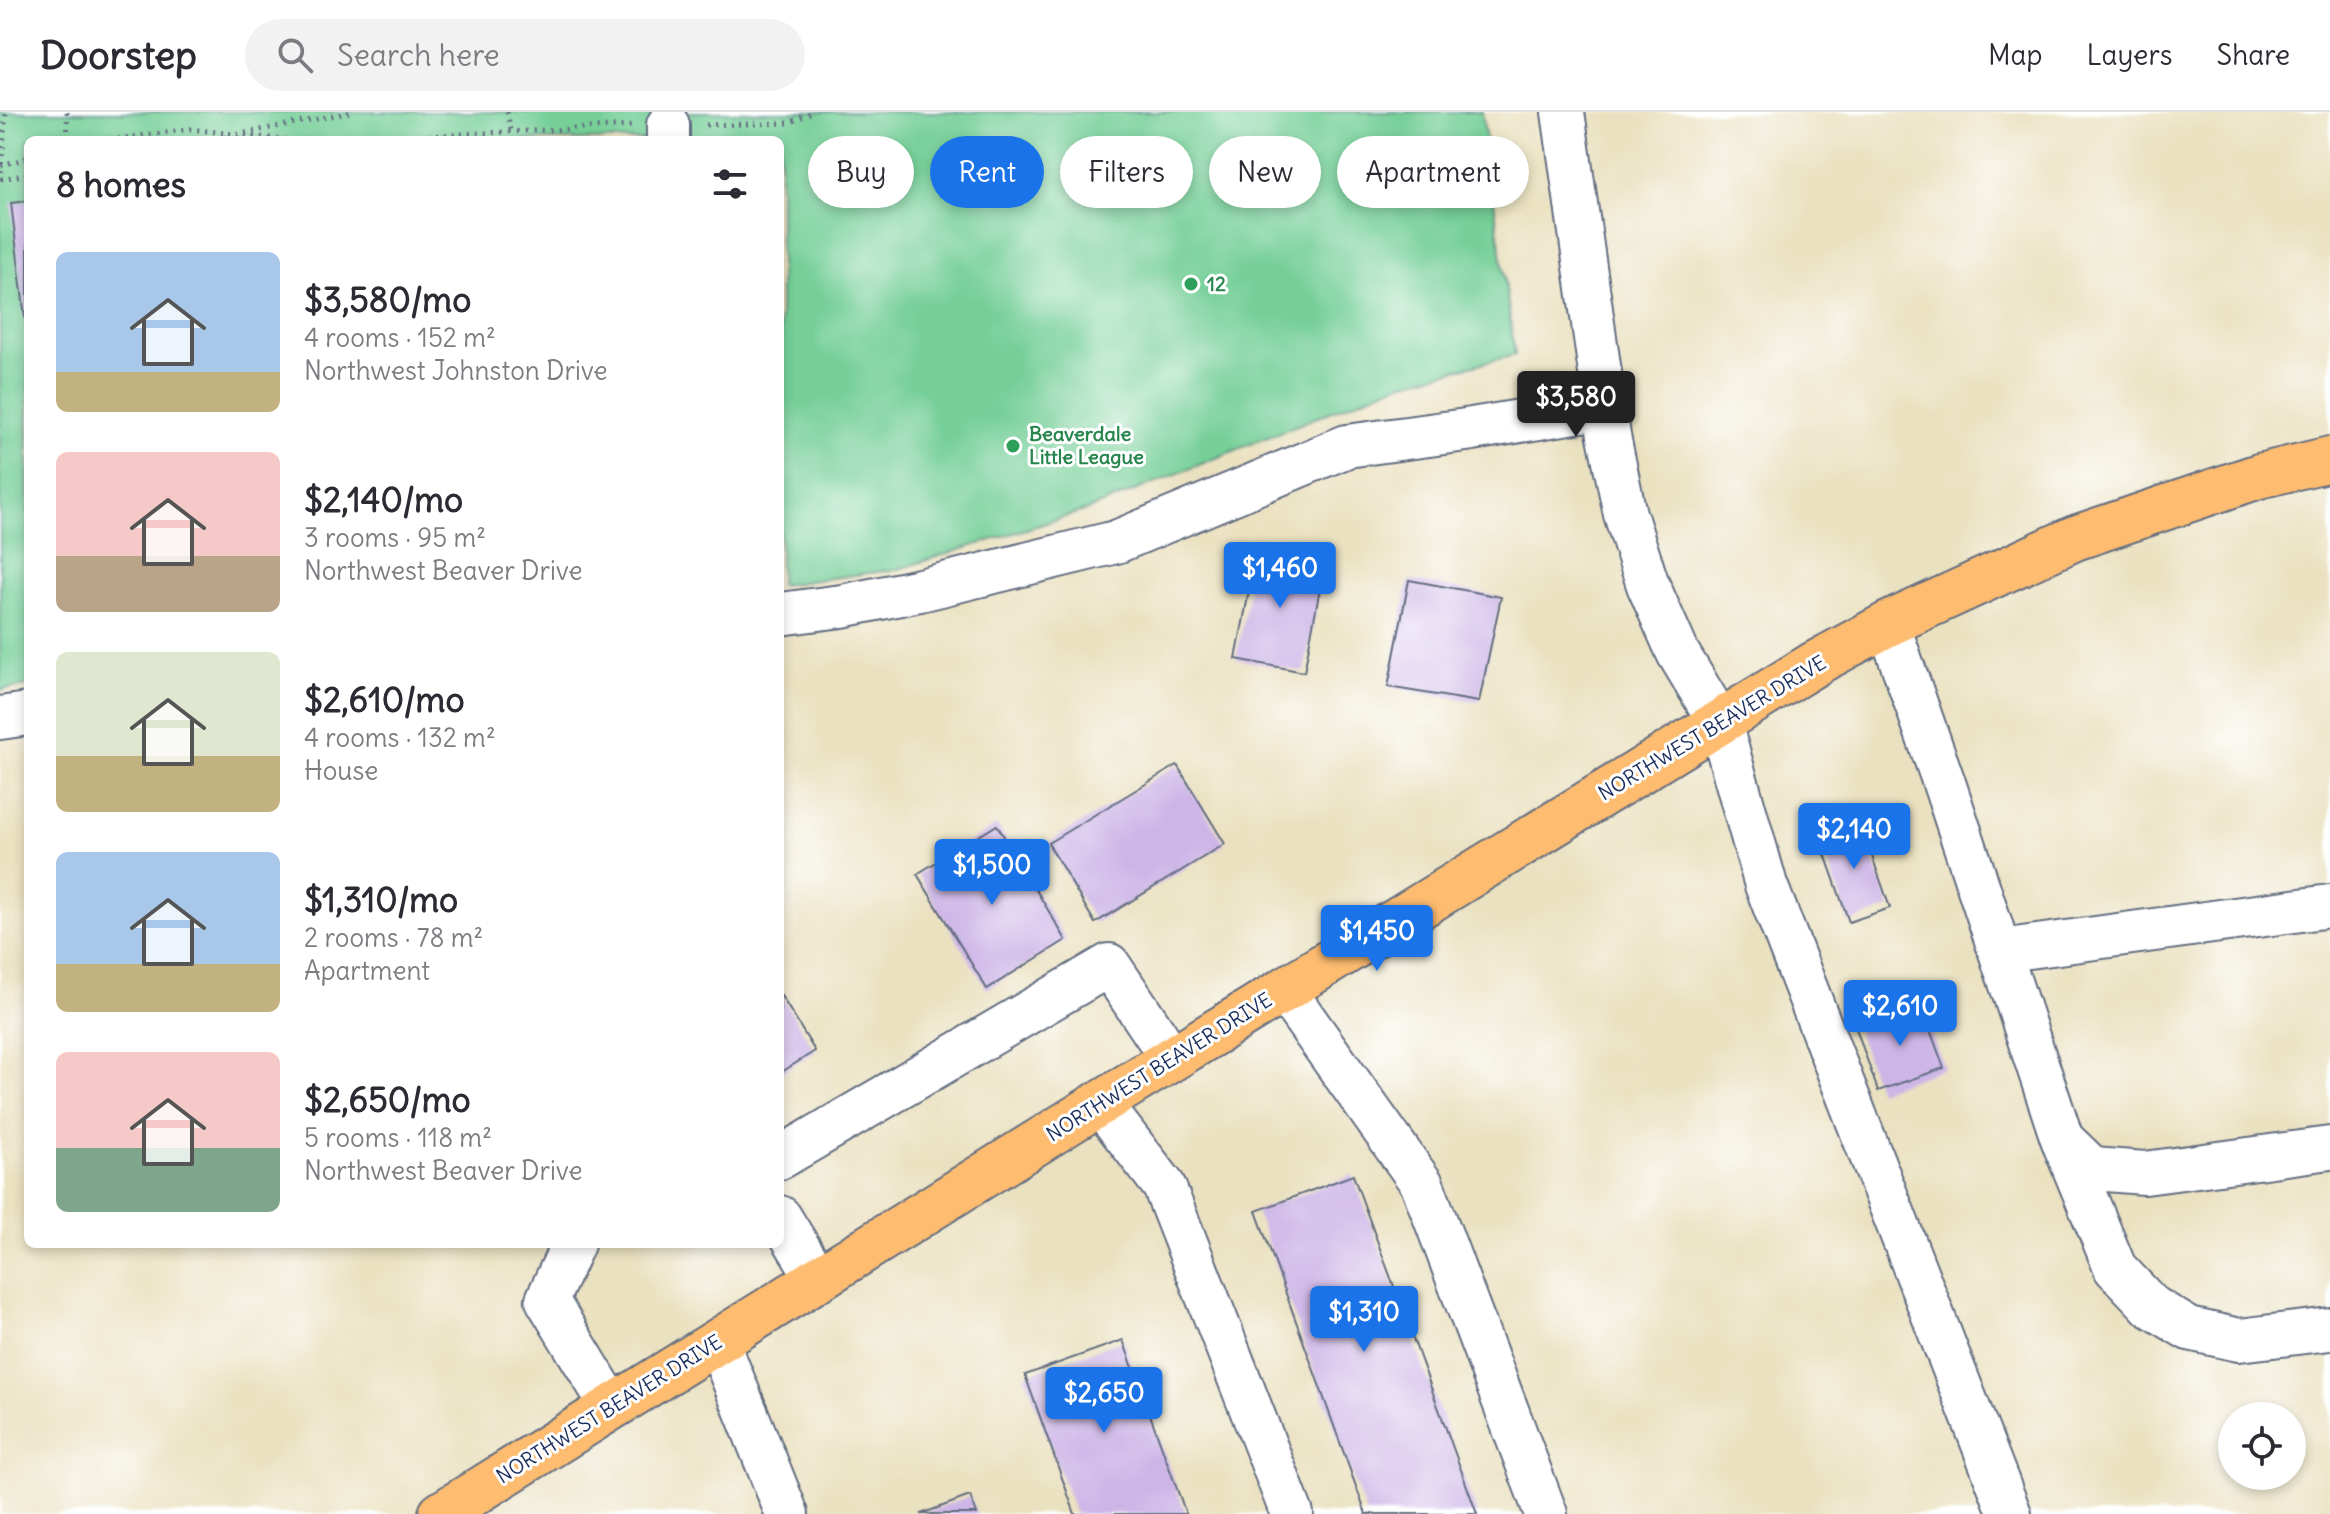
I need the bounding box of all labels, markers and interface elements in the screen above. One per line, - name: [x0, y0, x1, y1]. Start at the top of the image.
- search box: [245, 19, 805, 91]
- text: Doorstep: [40, 32, 197, 79]
- icon: search: [273, 33, 317, 77]
- text: Search here: [337, 36, 500, 74]
- text: Map: [1988, 37, 2043, 73]
- text: Layers: [2087, 37, 2173, 73]
- text: Share: [2217, 37, 2290, 73]
- chip: Buy: [808, 136, 914, 208]
- chip: Rent: [930, 136, 1044, 208]
- chip: Filters: [1060, 136, 1193, 208]
- chip: New: [1209, 136, 1321, 208]
- chip: Apartment: [1337, 136, 1529, 208]
- icon: filters: [708, 162, 752, 206]
- text: 8 homes: [56, 163, 186, 206]
- place label: 12: [1207, 271, 1226, 296]
- marker: 12: [1182, 275, 1200, 293]
- text: $3,580/mo: [304, 278, 471, 321]
- icon: home: [120, 284, 216, 380]
- text: 4 rooms · 152 m²: [304, 321, 496, 354]
- text: Northwest Johnston Drive: [304, 354, 608, 387]
- pin: $3,580: [1511, 371, 1641, 439]
- text: $3,580: [1535, 380, 1617, 413]
- place label: Beaverdale Little League: [1029, 421, 1144, 469]
- marker: Beaverdale Little League: [1004, 437, 1022, 455]
- text: $2,140/mo: [304, 478, 463, 521]
- icon: home: [120, 484, 216, 580]
- text: 3 rooms · 95 m²: [304, 521, 486, 554]
- pin: $1,460: [1215, 542, 1345, 610]
- text: $1,460: [1242, 551, 1318, 584]
- text: Northwest Beaver Drive: [304, 554, 583, 587]
- street label: NORTHWEST BEAVER DRIVE: [1593, 650, 1830, 806]
- text: $2,610/mo: [304, 678, 465, 721]
- icon: home: [120, 684, 216, 780]
- text: 4 rooms · 132 m²: [304, 721, 496, 754]
- text: House: [304, 754, 378, 787]
- pin: $2,140: [1789, 803, 1919, 871]
- text: $2,140: [1816, 812, 1892, 845]
- pin: $1,500: [927, 839, 1057, 907]
- text: $1,500: [953, 848, 1031, 881]
- text: $1,310/mo: [304, 878, 458, 921]
- icon: home: [120, 884, 216, 980]
- pin: $1,450: [1312, 905, 1442, 973]
- text: $1,450: [1339, 914, 1415, 947]
- text: 2 rooms · 78 m²: [304, 921, 483, 954]
- text: Apartment: [304, 954, 430, 987]
- pin: $2,610: [1835, 980, 1965, 1048]
- street label: NORTHWEST BEAVER DRIVE: [1041, 987, 1276, 1146]
- text: $2,610: [1862, 989, 1938, 1022]
- text: $2,650/mo: [304, 1078, 471, 1121]
- icon: home: [120, 1084, 216, 1180]
- text: 5 rooms · 118 m²: [304, 1121, 492, 1154]
- text: Northwest Beaver Drive: [304, 1154, 583, 1187]
- pin: $1,310: [1299, 1286, 1429, 1354]
- text: $1,310: [1328, 1295, 1400, 1328]
- street label: NORTHWEST BEAVER DRIVE: [491, 1329, 726, 1488]
- pin: $2,650: [1039, 1367, 1169, 1435]
- text: $2,650: [1063, 1376, 1145, 1409]
- map controls: [2218, 1402, 2306, 1490]
- button: locate: [2218, 1402, 2306, 1490]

- [What you have to do] The answer should be an exact copy of the material, with its pictures removed.

- [Solved problem]
I need the bounding box of all labels, markers and interface elements in the screen above. One per line, - name: [x0, y0, x1, y1]. Start at the top of the image.
- search box: [245, 19, 805, 91]
- text: Doorstep: [40, 32, 197, 79]
- icon: search: [273, 33, 317, 77]
- text: Search here: [337, 36, 500, 74]
- text: Map: [1988, 37, 2043, 73]
- text: Layers: [2087, 37, 2173, 73]
- text: Share: [2217, 37, 2290, 73]
- chip: Buy: [808, 136, 914, 208]
- chip: Rent: [930, 136, 1044, 208]
- chip: Filters: [1060, 136, 1193, 208]
- chip: New: [1209, 136, 1321, 208]
- chip: Apartment: [1337, 136, 1529, 208]
- icon: filters: [708, 162, 752, 206]
- text: 8 homes: [56, 163, 186, 206]
- place label: 12: [1207, 271, 1226, 296]
- marker: 12: [1182, 275, 1200, 293]
- text: $3,580/mo: [304, 278, 471, 321]
- icon: home: [120, 284, 216, 380]
- text: 4 rooms · 152 m²: [304, 321, 496, 354]
- text: Northwest Johnston Drive: [304, 354, 608, 387]
- pin: $3,580: [1511, 371, 1641, 439]
- text: $3,580: [1535, 380, 1617, 413]
- place label: Beaverdale Little League: [1029, 421, 1144, 469]
- marker: Beaverdale Little League: [1004, 437, 1022, 455]
- text: $2,140/mo: [304, 478, 463, 521]
- icon: home: [120, 484, 216, 580]
- text: 3 rooms · 95 m²: [304, 521, 486, 554]
- pin: $1,460: [1215, 542, 1345, 610]
- text: $1,460: [1242, 551, 1318, 584]
- text: Northwest Beaver Drive: [304, 554, 583, 587]
- street label: NORTHWEST BEAVER DRIVE: [1593, 650, 1830, 806]
- text: $2,610/mo: [304, 678, 465, 721]
- icon: home: [120, 684, 216, 780]
- text: 4 rooms · 132 m²: [304, 721, 496, 754]
- text: House: [304, 754, 378, 787]
- pin: $2,140: [1789, 803, 1919, 871]
- text: $2,140: [1816, 812, 1892, 845]
- pin: $1,500: [927, 839, 1057, 907]
- text: $1,500: [953, 848, 1031, 881]
- text: $1,310/mo: [304, 878, 458, 921]
- icon: home: [120, 884, 216, 980]
- pin: $1,450: [1312, 905, 1442, 973]
- text: $1,450: [1339, 914, 1415, 947]
- text: 2 rooms · 78 m²: [304, 921, 483, 954]
- text: Apartment: [304, 954, 430, 987]
- pin: $2,610: [1835, 980, 1965, 1048]
- street label: NORTHWEST BEAVER DRIVE: [1041, 987, 1276, 1146]
- text: $2,610: [1862, 989, 1938, 1022]
- text: $2,650/mo: [304, 1078, 471, 1121]
- icon: home: [120, 1084, 216, 1180]
- text: 5 rooms · 118 m²: [304, 1121, 492, 1154]
- text: Northwest Beaver Drive: [304, 1154, 583, 1187]
- pin: $1,310: [1299, 1286, 1429, 1354]
- text: $1,310: [1328, 1295, 1400, 1328]
- street label: NORTHWEST BEAVER DRIVE: [491, 1329, 726, 1488]
- pin: $2,650: [1039, 1367, 1169, 1435]
- text: $2,650: [1063, 1376, 1145, 1409]
- map controls: [2218, 1402, 2306, 1490]
- button: locate: [2218, 1402, 2306, 1490]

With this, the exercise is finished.